Identify the individuals who will take the lead and play supporting roles
There should be one “owner” of the policies and procedures, however he or she may need support from a working group or committee. During the drafting process, consider collaborating with individuals who will be carrying out the policies and procedures. Receiving “buy in” from stakeholders is important for morale and sense of ownership, and varying perspectives will improve the resulting work.
Do your homework
Don’t put the drafting cart before the horse. First, do your policies and procedures homework. Remember that each policy and procedure needs to be tailored to fit the individual organization considering its industry, the nature of its workforce, and other factors. Other policies and procedures are fairly standard, and for these don’t reinvent the wheel. Are there best practices in your industry or trade association publications to serve as guides? In any case, be sure to get input from the company’s professional advisors, too. Now look to the future. What resources will the company need to educate employees on the policies and procedures, to monitor their effectiveness, and to enforce and update them from time to time?
After all, policies and procedures won’t serve their purpose if they are put in place but then filed away, never to be looked at or talked about again.
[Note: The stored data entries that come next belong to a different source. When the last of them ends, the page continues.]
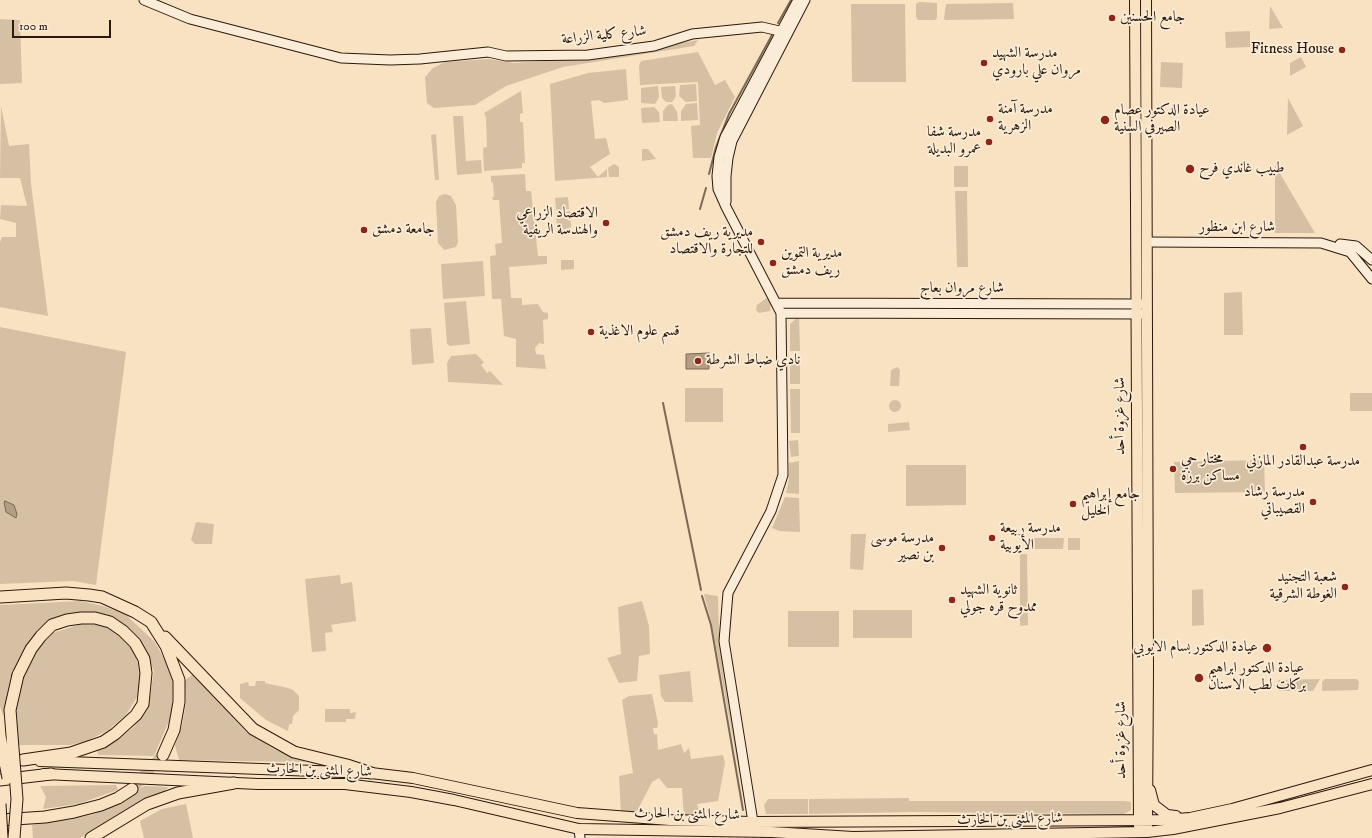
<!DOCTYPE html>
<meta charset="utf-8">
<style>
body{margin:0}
#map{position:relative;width:1372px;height:838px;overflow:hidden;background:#f8e2c1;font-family:"IM FELL DW Pica",serif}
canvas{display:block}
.scale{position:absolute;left:12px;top:20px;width:99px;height:18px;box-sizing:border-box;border:2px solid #2c190e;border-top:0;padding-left:5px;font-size:12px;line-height:14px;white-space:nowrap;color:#2c190e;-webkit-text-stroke:3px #faecd7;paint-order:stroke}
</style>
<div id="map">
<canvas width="1372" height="838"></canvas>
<div class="scale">100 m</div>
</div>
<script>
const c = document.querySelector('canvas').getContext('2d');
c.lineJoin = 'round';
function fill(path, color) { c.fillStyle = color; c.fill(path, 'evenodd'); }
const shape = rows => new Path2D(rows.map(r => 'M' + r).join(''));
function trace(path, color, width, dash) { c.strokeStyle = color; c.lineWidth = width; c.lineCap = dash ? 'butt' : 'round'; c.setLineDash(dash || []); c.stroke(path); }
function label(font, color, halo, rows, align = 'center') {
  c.font = font + ' "IM FELL DW Pica",Amiri,serif'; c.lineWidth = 3.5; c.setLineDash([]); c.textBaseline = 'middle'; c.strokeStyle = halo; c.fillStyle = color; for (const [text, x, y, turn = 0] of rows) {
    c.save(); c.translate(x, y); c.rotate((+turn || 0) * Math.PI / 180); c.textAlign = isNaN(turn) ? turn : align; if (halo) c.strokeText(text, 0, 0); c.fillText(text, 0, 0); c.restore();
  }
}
fill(shape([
 [919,2,937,3,937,18,935,20,918,20,916,17,916,4],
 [1013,3,1014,19,945,20,944,18,946,4],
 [851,4,905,4,906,82,852,82],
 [1270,6,1283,28,1269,29],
 [0,19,20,20,22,83,0,84],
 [1250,31,1250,47,1226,48,1225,32],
 [698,40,694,46,563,67,506,86,475,105,434,108,427,103,425,77,433,68,445,62,489,59,513,63,562,60,627,53],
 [698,52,715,85,725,80,735,97,717,133,711,158,693,158,691,126,700,125,698,82,640,85,639,66,641,61],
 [1301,57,1306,67,1290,76,1290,63],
 [1161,62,1183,63,1182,88,1160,87],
 [626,69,628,100,604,103,599,100,591,101,595,139,606,138,610,154,590,167,598,177,607,169,607,177,555,181,550,84,588,73],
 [696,84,697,101,686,102,679,96,680,85],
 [658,86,659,97,655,104,641,103,641,88],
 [675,86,676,96,672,102,666,102,662,98,661,87],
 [521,91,523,113,520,114,520,122,523,122,525,163,522,163,522,168,484,171,483,148,487,147,486,118,484,113],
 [1288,98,1303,126,1287,135],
 [697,103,698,120,681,121,681,111,686,104],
 [672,104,677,112,678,121,663,121,663,111,668,105],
 [1,106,9,146,29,144,31,184,48,316,0,307,0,242,2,237,16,237,16,223,0,219,1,205,27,206,20,178,0,178],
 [654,107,659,112,660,122,642,123,641,108],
 [453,116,463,116,466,161,481,160,482,173,457,175],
 [436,134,439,180,435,180,431,135],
 [642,149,648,149,656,159,642,161],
 [614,164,619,167,619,177,609,177,608,168],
 [1275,165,1315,233,1275,233],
 [954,166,968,166,968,187,954,187],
 [525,174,526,191,531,191,538,256,547,256,547,264,509,267,511,298,522,298,522,305,538,304,543,312,548,313,548,319,543,320,544,344,539,343,535,348,536,354,544,355,546,369,516,367,516,339,504,336,501,299,492,299,490,256,496,255,495,244,502,243,499,200,493,200,492,197,494,197,493,183,491,182,491,176],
 [955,191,967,191,968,267,957,267],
 [445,194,451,196,456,205,458,242,456,247,444,250,438,243,436,202,439,196],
 [568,197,569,209,556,210,555,198],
 [570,211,571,229,557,230,556,213],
 [561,260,574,260,574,269,561,270],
 [483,261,485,296,443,299,441,264],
 [1242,292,1243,335,1224,335,1224,293],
 [768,297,771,303,770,311,759,313,756,310,757,305],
 [466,301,470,344,450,346,447,344,444,303],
 [799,316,800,351,790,351,790,324],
 [0,327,126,352,96,585,73,581,0,584],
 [431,328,434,363,412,365,410,329],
 [476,354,484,362,481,365,487,373,490,371,503,385,448,382,447,363,451,356],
 [790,364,800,364,800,384,790,384],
 [897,367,900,370,899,386,890,386,891,370],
 [685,388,723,388,723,422,685,422],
 [790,389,800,389,800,433,791,433],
 [1350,393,1372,393,1372,411,1350,411],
 '889 406a6 6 0 1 1 12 0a6 6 0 1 1-12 0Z',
 [909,422,910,430,888,432,888,424],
 [798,440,799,456,791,457,789,441],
 [1264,460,1265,492,1175,493,1174,462],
 [799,461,799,494,786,493,789,479,789,463],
 [906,465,966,465,966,505,906,506],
 [785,497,799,498,800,532,779,531,772,528],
 [196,522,214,524,212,544,195,544,191,540],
 [851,534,866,534,863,570,850,569],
 [1032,538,1064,538,1063,549,1032,549],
 [1068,538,1080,538,1080,550,1068,550],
 [1020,554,1027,554,1028,625,1020,626],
 [340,575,341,584,352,582,356,621,331,625,333,632,325,633,326,651,312,652,305,579],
 [1203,589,1204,625,1192,626,1192,590],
 [704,594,718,596,719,632,747,807,746,810,712,625],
 [80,601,103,606,125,614,155,642,173,676,172,714,154,756,98,755,97,748,115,742,134,727,149,704,154,671,140,641,124,626,59,617,39,631,24,652,11,680,3,716,0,706,0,605],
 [642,601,649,626,650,654,639,656,637,681,619,683,607,658,621,654,618,607],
 [853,610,912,610,912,638,853,638],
 [788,611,839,611,839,647,788,647],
 [81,624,103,625,124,637,135,654,141,675,137,697,126,715,108,730,87,741,71,745,19,745,15,707,23,675,35,653,53,633],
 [690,671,693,702,665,702,661,696,659,675],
 [193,674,246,732,274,749,306,762,179,760,175,745,182,726,186,703,184,681],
 [1320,679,1313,691,1279,691,1278,680],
 [1325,679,1357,679,1359,682,1358,690,1322,691,1322,682],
 [256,681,265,681,265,683,288,688,293,690,299,696,299,710,293,716,292,724,289,724,288,731,266,720,240,698,240,684,248,682,249,686,255,686],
 [652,694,658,723,657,728,653,728,654,734,657,734,658,750,681,744,684,753,689,748,691,759,723,755,725,763,718,801,697,804,701,817,684,818,682,788,667,788,659,778,652,782,636,813,621,813,619,776,633,773,622,700,629,696],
 [325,709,350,709,350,713,356,712,355,719,346,719,346,722,325,722],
 [116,785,118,790,78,804,43,809,46,797,40,786],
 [144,786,168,787,165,791,80,838,33,838,32,825,91,815,121,803],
 [909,798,909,801,1125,801,1131,802,1131,810,1124,814,909,812,809,814,809,799],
 [768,799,808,799,808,814,766,814,764,805],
 [186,804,193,838,144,838,140,821,162,809]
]), '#d5c0a3');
const water = shape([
 [709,353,709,369,686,369,686,354,709,353],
 [5,501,14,505,17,514,16,518,6,512,4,502,5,501]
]);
fill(water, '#b39e84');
trace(water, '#7d6955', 1);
trace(shape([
 [778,23,791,0],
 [709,174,716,147,729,114,772,35],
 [700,209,706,188],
 [663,403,701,590],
 [702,596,711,625,743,810]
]), '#7d6955', 2);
trace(shape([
 [132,789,163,755]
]), '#cfba9d', 11, [11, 5.5]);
const secondary = shape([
 [144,0,190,19,341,58,390,60,420,59,488,52,506,56,588,55,654,46,692,34,762,27,788,33],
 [726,202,726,176,728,158,732,141,805,0],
 [1147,242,1321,243,1350,252,1372,279],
 [1340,244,1356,246,1372,260],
 [776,303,1144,304],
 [781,313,1144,314],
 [753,822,724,641,728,593,771,511,783,475,781,313,726,207,718,189,717,176,719,157,725,137,798,0],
 [579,829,580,838]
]);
const primary = shape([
 [1135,0,1139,826],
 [1146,0,1148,669,1147,826],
 [40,761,371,773,413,778,577,813,670,820,753,822,1162,820,1190,818,1232,809,1372,770],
 [44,774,258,784,345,784,411,792,454,800,579,829,771,832,853,837,1147,832,1173,829,1280,808,1372,784],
 [1150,790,1154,805,1167,815,1176,816]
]);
const highway = shape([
 [0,597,66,593,89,595,102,597,135,612,151,622,166,646,179,680,179,702,174,730,163,755],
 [165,637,253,729,294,752,347,765,371,773],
 [18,675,31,649,41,636,52,625,67,620,81,618,95,618,110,622,123,631,135,643,144,659,146,673,143,704,136,715,115,734,103,742,71,753,23,760],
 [0,780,51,774],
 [0,820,45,817,74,812,101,805,118,798,132,789],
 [91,838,147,804,178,793,234,783]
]);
trace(secondary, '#2c190e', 11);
trace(primary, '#2c190e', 12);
trace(highway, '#2c190e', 13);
trace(secondary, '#faecd7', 9);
trace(primary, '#f8e2c1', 10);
trace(highway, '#f8e2c1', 11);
const highwayBridge = shape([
 [0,736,8,778],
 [0,804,2,838],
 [14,838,17,799,10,710,18,675]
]);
trace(highwayBridge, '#2c190e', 13, []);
trace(highwayBridge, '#f8e2c1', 11);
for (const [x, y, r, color] of [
 [1112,18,4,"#8f2418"],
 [1342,50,4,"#8f2418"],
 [984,63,4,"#8f2418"],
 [990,119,4,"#8f2418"],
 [1105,120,5,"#8f2418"],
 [989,142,4,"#8f2418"],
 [1190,169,5,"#8f2418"],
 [606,223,4,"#8f2418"],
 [364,230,4,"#8f2418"],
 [761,242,4,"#8f2418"],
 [773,263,4,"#8f2418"],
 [591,332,4,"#8f2418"],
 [698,361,4,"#8f2418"],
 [1303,447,4,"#8f2418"],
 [1173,469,4,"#8f2418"],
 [1313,502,4,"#8f2418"],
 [1073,504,4,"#8f2418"],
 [992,538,4,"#8f2418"],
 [942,548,4,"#8f2418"],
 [1345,587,4,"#8f2418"],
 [952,600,4,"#8f2418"],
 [1267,648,5,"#8f2418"],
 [1199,678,5,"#8f2418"]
]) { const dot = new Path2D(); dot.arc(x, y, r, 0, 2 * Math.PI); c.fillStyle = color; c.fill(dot); trace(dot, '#faecd7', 1.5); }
label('15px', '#2c190e', '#faecd7', [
 ["جامع الحسنين",1120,18],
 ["Fitness House",1334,50,"right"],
 ["مدرسة الشهيد",992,54],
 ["مروان علي بارودي",992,71],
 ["مدرسة آمنة",998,110],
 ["الزهرية",998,127],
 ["عيادة الدكتور عصام",1114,111],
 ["الصيرفي السنية",1114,128],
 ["مدرسة شفا",981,133,"right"],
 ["عمرو البديلة",981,150,"right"],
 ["طبيب غاندي فرح",1199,169],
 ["الاقتصاد الزراعي",598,214,"right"],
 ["والهندسة الريفية",598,231,"right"],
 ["جامعة دمشق",372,230],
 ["مديرية ريف دمشق",753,233,"right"],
 ["للتجارة والاقتصاد",753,250,"right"],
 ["مديرية التموين",781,254],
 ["ريف دمشق",781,271],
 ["قسم علوم الاغذية",599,332],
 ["نادي ضباط الشرطة",706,361],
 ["مختار حي",1181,460],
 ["مساكن برزة",1181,477],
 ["مدرسة عبدالقادر المازني",1303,462,"center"],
 ["مدرسة رشاد",1305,493,"right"],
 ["القصيباتي",1305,510,"right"],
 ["جامع إبراهيم",1081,495],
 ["الخليل",1081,512],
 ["مدرسة ربيعة",1000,529],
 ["الأيوبية",1000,546],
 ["مدرسة موسى",934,539,"right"],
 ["بن نصير",934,556,"right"],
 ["شعبة التجنيد",1337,578,"right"],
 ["الغوطة الشرقية",1337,595,"right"],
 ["ثانوية الشهيد",960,591],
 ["ممدوح قره جولي",960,608],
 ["عيادة الدكتور بسام الايوبي",1258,648,"right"],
 ["عيادة الدكتور ابراهيم",1208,669],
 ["بركات لطب الاسنان",1208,686]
], 'left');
label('15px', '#2c190e', '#faecd7', [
 ["شارع كلية الزراعة",604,36,-6],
 ["شارع ابن منظور",1237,228],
 ["شارع مروان بعاج",962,289],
 ["شارع غزوة أحد",1121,416,-90],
 ["شارع غزوة أحد",1122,740,-90],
 ["شارع المثنى بن الحارث",319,771,2],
 ["شارع المثنى بن الحارث",687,815,1],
 ["شارع المثنى بن الحارث",1010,820,-1]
]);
</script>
Write a draft, get feedback, and tweak
Skip fancy writing, with trendy or confusing language. Instead use plain, jargon-free language that employees can understand. Be as clear and precise as possible. If working on a procedure, ask different groups within the organization to test it. Is it understandable? Are there any gaps or unclear parts or sections that employees could misinterpret? Don’t be discouraged if you don’t nail it on the first try. Getting it “right” will undoubtedly require more than one draft.
Final approval, communication, feedback and updates
Once you have a version you consider to be final, obtain necessary approvals from company executives and professional experts. If you’ve already had conceptual discussions and initial reviews of the proposed policies and procedures with the powers that be, there shouldn’t be any surprises when you request approval. With final sign-off, the newly completed policies and procedures are ready to be communicated to employees. Achieve maximum impact and buy-in, by including why the policies and procedures are being implemented. Provide an opportunity to ask questions, and information about the process for providing feedback and reporting compliance issues down the road.
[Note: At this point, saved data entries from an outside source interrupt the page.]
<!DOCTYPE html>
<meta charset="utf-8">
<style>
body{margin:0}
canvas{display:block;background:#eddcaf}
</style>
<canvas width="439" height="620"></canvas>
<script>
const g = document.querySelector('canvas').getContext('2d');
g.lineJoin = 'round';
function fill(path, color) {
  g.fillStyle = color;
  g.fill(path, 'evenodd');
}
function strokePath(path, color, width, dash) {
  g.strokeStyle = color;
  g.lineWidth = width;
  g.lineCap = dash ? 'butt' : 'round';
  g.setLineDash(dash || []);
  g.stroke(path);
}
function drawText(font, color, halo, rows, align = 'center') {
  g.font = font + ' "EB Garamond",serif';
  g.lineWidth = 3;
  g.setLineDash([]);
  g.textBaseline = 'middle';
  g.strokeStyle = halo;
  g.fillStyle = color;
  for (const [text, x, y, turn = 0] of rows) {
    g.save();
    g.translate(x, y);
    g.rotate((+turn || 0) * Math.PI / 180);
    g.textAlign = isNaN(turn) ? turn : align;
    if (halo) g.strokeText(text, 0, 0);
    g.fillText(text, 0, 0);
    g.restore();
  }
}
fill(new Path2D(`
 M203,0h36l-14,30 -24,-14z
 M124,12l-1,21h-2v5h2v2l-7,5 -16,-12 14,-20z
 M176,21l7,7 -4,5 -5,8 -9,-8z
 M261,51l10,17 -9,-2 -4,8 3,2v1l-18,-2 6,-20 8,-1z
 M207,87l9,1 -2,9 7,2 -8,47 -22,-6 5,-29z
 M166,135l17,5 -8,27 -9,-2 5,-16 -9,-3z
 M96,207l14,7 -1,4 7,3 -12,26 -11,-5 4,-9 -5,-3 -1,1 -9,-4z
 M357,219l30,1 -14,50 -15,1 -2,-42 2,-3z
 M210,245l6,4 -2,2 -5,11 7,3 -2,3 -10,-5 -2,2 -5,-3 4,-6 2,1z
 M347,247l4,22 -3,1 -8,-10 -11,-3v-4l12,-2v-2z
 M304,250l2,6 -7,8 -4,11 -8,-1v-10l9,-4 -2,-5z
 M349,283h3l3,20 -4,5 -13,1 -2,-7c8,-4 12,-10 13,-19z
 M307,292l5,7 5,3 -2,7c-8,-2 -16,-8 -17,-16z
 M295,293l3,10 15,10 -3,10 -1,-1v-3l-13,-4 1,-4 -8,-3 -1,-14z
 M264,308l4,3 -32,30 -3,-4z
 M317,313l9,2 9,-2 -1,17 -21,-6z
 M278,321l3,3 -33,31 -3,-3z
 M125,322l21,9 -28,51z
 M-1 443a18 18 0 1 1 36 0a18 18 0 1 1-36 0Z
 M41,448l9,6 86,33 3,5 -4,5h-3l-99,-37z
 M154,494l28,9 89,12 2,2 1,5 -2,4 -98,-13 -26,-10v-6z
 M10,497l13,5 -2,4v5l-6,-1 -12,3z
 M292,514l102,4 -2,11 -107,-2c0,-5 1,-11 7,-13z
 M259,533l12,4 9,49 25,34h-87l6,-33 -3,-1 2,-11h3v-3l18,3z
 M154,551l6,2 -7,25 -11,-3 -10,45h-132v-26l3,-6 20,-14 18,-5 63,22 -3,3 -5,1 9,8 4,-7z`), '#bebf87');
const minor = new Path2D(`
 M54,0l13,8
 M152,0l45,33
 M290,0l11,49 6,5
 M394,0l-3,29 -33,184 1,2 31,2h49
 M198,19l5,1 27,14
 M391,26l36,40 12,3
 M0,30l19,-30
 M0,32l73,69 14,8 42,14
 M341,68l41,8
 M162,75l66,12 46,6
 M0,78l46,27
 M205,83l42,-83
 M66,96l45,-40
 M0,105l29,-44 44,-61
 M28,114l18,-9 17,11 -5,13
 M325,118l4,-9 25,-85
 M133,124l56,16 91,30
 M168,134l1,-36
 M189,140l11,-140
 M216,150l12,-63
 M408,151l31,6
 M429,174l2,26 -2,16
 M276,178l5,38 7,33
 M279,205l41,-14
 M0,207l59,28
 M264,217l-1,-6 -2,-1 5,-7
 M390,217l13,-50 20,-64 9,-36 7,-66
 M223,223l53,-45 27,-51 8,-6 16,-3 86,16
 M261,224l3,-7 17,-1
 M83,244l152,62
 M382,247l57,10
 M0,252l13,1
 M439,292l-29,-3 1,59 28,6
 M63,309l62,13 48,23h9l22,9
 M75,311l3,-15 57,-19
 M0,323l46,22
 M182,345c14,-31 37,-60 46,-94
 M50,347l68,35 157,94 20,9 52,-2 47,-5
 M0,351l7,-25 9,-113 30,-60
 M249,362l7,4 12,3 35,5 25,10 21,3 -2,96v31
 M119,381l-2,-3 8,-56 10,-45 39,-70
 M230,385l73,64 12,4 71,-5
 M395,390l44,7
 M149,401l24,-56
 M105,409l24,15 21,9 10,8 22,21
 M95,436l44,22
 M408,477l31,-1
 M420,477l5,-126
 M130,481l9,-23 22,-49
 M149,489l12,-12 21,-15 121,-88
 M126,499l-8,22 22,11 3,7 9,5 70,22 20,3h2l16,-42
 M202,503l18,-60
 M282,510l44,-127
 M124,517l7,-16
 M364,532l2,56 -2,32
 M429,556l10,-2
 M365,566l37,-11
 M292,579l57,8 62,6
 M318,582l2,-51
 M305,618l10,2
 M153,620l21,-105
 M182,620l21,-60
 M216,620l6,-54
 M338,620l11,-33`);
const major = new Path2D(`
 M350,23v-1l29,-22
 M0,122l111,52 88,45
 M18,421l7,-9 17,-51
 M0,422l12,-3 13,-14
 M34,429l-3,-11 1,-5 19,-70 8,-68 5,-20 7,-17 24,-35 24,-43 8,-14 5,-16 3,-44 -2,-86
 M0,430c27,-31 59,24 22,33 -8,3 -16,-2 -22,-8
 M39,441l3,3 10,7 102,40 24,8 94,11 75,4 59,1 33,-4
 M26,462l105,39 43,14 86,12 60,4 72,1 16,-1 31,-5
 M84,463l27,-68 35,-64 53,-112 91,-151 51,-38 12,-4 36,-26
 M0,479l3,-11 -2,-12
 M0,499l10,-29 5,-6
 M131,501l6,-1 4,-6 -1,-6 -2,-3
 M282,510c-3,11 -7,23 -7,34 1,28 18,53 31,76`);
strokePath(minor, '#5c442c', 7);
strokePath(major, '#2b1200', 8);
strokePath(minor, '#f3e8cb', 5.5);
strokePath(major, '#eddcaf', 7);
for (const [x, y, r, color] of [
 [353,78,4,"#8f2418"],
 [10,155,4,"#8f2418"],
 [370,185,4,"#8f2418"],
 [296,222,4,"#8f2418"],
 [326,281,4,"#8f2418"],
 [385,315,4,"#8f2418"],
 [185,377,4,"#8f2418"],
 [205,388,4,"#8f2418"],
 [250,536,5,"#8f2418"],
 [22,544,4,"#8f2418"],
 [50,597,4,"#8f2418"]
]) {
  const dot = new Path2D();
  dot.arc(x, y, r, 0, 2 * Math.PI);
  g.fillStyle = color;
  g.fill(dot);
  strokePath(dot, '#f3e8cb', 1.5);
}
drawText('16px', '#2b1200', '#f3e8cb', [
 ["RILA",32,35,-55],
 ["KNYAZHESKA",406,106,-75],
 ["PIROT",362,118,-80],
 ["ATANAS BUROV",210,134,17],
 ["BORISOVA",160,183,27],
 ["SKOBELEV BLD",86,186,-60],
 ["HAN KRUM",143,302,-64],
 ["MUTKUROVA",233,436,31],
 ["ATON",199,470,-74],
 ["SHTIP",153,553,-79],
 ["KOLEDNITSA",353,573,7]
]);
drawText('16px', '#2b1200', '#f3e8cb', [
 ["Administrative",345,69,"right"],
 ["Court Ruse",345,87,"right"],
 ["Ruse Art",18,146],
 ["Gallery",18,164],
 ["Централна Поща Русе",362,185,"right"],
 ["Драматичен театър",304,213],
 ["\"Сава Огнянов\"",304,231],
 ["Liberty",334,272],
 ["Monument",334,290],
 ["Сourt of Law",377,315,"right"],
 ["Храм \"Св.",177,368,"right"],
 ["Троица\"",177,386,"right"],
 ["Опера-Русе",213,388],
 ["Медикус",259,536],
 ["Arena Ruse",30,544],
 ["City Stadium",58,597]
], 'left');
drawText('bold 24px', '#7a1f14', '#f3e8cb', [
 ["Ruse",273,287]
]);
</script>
The policies and procedures guide employees in the decisions they make at work and in the performance of their daily job-related responsibilities. On an ongoing basis, employees should be able to easily access the policies and procedures any time from virtually anywhere. Share the policies and procedures on the company’s intranet or on a secure, cloud-based platform.
Once the newly crafted policies and procedures become part of your organization, the work is still not complete. Policies and procedures are “living” documents. Reviewing and updating them annually is crucial to maintaining an accurate pulse on the ever-changing needs of the business and its people.